*** Block opens ***
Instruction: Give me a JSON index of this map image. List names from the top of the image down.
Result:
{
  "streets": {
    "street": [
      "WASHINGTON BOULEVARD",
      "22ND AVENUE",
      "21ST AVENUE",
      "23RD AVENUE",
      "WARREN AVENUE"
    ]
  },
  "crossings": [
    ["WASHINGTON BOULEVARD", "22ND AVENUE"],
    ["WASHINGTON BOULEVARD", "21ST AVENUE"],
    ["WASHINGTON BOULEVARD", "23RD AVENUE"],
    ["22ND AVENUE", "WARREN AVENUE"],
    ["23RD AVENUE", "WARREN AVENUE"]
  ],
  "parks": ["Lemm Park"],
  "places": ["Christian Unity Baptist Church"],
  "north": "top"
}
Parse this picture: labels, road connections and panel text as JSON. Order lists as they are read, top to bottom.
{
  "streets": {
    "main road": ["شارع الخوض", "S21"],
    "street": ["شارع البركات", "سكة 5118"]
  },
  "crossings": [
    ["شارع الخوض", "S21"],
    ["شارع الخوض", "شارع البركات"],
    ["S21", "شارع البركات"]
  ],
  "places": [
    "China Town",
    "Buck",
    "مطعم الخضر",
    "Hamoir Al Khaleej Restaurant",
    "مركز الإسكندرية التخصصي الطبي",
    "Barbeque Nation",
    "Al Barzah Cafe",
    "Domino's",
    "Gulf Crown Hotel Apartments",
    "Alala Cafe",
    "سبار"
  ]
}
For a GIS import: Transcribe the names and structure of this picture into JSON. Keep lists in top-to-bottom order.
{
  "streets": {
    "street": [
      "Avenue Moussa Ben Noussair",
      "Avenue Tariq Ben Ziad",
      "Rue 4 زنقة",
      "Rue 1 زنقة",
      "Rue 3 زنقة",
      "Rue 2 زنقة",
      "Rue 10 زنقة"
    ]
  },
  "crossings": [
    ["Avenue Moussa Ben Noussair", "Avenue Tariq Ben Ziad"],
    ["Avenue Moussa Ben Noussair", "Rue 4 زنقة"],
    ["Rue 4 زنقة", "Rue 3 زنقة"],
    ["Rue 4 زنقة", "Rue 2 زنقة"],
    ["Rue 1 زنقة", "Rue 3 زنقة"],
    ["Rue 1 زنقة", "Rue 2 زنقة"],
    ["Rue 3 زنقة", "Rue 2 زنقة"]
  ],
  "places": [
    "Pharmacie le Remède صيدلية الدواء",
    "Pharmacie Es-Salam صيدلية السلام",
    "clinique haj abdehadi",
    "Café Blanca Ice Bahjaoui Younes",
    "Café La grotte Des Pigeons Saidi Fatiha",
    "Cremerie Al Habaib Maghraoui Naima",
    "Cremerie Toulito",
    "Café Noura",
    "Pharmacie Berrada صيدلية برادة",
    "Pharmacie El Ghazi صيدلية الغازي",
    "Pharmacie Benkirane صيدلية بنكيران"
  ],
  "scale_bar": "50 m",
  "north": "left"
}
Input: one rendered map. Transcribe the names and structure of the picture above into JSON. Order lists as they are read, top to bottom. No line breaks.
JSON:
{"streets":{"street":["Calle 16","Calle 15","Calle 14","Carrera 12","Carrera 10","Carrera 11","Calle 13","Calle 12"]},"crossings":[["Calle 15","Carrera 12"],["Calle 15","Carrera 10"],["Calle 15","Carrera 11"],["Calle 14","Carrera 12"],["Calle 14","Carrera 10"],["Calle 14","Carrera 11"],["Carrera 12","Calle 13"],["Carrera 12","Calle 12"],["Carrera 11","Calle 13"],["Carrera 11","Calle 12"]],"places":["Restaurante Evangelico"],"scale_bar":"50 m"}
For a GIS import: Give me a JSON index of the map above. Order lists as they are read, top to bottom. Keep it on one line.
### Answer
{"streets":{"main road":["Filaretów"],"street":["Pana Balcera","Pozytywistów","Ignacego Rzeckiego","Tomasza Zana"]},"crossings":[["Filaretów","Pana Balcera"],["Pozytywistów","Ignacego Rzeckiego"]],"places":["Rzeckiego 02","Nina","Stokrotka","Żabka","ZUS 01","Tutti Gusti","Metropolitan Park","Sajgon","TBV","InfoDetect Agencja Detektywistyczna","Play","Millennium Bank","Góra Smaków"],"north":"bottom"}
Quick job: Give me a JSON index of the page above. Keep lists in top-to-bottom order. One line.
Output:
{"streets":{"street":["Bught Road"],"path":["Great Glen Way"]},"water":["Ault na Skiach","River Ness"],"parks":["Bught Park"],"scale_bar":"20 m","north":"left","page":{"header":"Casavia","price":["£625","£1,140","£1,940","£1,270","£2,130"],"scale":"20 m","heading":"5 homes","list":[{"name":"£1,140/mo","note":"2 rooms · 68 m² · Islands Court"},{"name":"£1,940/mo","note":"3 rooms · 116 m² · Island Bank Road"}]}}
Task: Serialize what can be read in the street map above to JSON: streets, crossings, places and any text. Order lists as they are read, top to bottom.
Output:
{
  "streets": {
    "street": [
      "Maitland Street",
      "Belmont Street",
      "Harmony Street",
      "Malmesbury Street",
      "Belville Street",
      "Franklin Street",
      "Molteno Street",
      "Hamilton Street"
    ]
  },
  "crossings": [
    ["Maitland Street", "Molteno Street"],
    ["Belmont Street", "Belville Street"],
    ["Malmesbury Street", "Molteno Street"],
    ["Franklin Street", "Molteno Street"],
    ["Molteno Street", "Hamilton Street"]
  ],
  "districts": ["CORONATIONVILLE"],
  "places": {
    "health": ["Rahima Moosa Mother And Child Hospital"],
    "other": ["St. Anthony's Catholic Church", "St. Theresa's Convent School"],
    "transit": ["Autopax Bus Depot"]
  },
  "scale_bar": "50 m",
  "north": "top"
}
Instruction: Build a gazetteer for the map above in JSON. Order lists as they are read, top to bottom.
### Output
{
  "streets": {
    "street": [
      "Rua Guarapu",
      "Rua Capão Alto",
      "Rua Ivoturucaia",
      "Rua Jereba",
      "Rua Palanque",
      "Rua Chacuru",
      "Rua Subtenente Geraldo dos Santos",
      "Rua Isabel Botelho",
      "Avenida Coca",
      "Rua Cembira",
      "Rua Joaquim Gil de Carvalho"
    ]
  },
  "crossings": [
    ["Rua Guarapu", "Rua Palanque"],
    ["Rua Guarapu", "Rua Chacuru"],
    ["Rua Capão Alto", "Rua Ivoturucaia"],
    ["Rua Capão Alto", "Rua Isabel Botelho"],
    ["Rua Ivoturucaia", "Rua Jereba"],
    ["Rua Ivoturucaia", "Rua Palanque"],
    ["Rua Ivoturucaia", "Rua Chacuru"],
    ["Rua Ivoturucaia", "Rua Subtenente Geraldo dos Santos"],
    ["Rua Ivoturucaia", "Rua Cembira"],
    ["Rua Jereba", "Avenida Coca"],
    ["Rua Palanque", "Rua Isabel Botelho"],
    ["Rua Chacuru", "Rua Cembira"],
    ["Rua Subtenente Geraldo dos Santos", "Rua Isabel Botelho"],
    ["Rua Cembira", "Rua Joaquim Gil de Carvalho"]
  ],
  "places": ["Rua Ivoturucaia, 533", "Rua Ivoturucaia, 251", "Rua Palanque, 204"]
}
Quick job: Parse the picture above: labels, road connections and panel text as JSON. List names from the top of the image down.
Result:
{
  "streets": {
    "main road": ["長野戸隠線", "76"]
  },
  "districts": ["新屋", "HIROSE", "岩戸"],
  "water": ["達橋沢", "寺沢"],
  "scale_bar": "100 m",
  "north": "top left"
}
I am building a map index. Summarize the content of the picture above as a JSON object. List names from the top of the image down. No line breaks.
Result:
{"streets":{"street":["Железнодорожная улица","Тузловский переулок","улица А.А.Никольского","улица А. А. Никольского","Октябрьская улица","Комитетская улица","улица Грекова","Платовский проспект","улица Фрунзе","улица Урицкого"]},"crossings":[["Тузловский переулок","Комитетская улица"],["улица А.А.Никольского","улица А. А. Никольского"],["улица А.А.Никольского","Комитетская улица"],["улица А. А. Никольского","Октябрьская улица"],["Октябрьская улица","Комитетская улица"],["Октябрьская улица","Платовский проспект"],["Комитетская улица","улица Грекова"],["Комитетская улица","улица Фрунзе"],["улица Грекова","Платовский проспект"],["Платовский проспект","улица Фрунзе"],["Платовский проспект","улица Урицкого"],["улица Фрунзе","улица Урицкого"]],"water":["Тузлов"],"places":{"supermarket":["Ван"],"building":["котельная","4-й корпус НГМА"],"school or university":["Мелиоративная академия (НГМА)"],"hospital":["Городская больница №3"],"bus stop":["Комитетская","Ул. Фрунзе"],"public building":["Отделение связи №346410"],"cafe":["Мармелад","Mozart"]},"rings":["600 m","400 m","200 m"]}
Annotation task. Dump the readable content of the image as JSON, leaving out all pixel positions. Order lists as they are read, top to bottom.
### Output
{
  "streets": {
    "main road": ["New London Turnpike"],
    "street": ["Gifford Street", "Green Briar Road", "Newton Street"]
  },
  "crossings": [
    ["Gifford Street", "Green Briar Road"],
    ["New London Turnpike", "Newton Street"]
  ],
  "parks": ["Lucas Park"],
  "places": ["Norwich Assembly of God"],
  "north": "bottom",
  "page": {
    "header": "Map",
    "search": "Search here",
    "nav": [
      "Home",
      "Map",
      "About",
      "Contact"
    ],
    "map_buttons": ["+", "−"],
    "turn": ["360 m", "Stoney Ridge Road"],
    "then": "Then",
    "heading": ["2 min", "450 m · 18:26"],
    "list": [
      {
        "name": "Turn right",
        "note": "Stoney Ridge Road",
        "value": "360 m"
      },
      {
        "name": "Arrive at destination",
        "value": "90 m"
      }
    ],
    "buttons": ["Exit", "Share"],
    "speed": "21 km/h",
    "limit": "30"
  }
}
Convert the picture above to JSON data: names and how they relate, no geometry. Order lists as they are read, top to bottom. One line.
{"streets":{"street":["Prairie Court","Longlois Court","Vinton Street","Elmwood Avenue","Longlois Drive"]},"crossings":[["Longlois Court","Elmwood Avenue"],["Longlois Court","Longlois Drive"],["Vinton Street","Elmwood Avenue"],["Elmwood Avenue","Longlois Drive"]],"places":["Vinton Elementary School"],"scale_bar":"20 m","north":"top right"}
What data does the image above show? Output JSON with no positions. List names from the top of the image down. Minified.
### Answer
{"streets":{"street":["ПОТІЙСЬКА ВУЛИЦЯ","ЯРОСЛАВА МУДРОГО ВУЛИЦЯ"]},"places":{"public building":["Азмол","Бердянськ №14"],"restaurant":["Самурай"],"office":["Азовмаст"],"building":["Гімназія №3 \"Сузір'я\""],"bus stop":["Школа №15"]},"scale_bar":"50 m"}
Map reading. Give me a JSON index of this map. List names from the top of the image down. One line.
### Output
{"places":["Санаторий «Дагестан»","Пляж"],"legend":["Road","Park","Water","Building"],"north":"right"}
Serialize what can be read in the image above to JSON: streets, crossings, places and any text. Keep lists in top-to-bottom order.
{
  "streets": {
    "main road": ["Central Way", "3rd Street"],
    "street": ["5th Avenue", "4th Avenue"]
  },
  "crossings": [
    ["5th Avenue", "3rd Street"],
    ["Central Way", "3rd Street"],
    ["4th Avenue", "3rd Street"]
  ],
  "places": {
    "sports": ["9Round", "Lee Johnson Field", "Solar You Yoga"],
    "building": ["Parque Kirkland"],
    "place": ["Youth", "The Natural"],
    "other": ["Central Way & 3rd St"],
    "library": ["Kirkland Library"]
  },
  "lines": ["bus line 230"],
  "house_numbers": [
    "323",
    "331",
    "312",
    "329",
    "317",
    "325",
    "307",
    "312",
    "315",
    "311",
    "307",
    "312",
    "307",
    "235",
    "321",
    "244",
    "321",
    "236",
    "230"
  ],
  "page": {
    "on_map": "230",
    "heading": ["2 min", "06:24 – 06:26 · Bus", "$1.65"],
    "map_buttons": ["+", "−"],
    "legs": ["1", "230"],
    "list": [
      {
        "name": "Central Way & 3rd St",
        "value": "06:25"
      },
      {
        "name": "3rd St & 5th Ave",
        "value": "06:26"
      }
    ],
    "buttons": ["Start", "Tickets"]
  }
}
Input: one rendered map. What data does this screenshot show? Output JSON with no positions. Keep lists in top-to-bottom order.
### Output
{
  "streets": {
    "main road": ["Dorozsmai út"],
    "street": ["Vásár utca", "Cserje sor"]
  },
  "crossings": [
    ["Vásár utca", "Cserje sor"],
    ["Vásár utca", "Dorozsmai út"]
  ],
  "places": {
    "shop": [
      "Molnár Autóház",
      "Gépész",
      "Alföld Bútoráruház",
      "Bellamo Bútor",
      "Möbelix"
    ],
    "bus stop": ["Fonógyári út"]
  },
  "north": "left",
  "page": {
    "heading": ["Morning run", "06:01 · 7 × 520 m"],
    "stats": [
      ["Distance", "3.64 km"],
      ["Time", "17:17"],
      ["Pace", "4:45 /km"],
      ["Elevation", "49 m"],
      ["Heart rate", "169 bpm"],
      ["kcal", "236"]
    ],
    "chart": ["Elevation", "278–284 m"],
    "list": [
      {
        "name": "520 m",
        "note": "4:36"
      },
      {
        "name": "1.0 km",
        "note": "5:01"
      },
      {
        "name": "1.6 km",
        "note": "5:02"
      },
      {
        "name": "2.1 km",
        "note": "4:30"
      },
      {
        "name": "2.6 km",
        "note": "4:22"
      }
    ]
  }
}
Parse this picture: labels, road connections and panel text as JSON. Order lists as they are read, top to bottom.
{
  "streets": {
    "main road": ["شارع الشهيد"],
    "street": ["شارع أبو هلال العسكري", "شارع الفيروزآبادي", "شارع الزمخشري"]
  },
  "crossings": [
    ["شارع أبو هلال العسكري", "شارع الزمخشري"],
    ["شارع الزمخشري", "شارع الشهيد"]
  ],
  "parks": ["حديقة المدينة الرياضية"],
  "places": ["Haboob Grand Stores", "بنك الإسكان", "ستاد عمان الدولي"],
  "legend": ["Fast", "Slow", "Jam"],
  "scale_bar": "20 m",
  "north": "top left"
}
*** Block closes ***
## GOAL OF THE EXERCISE
Look through the entries above, find each line containing "Input", and copy it.

## ANSWER BOX
Input: one rendered map. Transcribe the names and structure of the picture above into JSON. Order lists as they are read, top to bottom. No line breaks.
Input: one rendered map. What data does this screenshot show? Output JSON with no positions. Keep lists in top-to-bottom order.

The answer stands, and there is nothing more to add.